Put simply, feedback is information about how we are doing in our efforts to reach a learning outcome. Some examples of feedback include:
"The first few paragraphs kept my full attention. The scene you painted was vivid and interesting. But then the dialogue became hard to follow. As a reader, I was confused about who was talking, and the sequence of actions was puzzling ."
"Each time you swung and missed with the bat, you raised your head so you didn't really have your eye on the ball. On the one you hit hard, you kept your head down and saw the ball."
Teachers should try to carefully observe and comment on what they have seen. We should aim to provide actionable information through our feedback. However, too much feedback may be counterproductive: it's better to help the student focus on just one or two key elements at a time.
As teachers, we should also be wary of mixing praise with feedback. It is perfectly reasonable to motivate students during a learning activity (e.g. "I can see you're working really hard on this challenging activity....") However, some research has suggested that comments such as "well done" or "good effort" (i.e. value judgements) included within oral and written feedback can take the focus away from comments specifically related to a learning goal(s). Feedback might relate to the 'positives' observed (e.g. "The scene you painted was vivid and interesting...") but such comments are different from value judgements, such as "fantastic work!"

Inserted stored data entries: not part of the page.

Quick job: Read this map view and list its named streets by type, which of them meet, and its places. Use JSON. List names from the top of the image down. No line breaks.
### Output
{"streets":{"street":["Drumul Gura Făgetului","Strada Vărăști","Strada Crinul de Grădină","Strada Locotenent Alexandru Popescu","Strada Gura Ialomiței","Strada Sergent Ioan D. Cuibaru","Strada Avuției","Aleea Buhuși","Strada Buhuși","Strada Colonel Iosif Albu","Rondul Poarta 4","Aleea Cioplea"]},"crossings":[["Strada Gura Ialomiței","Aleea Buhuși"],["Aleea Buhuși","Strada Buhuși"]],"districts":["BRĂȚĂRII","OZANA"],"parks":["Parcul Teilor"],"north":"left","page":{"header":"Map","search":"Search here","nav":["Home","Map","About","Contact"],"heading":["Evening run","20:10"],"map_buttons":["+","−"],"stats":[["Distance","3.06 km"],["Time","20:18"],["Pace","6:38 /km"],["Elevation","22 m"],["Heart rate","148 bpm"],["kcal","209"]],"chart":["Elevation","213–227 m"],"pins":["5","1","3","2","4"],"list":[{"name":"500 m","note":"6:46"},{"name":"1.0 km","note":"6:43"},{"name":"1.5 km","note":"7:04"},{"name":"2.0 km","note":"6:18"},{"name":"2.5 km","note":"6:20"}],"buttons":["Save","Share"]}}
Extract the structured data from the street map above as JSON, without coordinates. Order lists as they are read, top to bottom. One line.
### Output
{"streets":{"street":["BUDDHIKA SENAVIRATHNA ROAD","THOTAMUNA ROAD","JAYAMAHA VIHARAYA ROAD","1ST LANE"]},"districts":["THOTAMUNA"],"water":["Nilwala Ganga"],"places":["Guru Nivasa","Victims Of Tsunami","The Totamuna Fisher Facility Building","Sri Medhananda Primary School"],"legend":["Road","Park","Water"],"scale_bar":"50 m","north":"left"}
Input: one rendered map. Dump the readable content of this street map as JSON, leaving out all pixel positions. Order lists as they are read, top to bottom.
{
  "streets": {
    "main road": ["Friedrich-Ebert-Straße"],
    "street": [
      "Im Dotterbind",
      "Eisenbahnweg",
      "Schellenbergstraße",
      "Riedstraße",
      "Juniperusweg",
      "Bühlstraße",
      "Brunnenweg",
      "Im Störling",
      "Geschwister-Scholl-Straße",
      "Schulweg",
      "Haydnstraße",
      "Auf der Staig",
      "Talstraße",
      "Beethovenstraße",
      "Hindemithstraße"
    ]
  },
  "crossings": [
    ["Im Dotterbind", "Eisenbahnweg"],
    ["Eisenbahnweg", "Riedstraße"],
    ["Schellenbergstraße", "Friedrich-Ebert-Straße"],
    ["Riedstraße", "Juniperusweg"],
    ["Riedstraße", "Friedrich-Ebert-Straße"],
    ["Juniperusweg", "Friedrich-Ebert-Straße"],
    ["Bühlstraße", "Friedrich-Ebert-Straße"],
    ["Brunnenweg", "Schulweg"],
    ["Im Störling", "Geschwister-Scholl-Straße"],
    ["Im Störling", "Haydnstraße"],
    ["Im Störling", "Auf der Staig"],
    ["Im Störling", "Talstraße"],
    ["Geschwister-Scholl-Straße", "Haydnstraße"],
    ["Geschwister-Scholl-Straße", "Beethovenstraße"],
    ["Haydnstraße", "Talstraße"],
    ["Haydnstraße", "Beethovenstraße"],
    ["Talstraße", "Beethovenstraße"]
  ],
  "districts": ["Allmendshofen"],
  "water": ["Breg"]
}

It is important to note, too, that there is a difference between feedback and advice. Advice will usually follow descriptive feedback. As teachers, we can be quick to give advice about how to improve before learners have had time to process the feedback and consider their own 'next steps'. Therefore, you might consider including written or oral questions to prompt further thought and thus student-directed action towards meeting the learning outcome.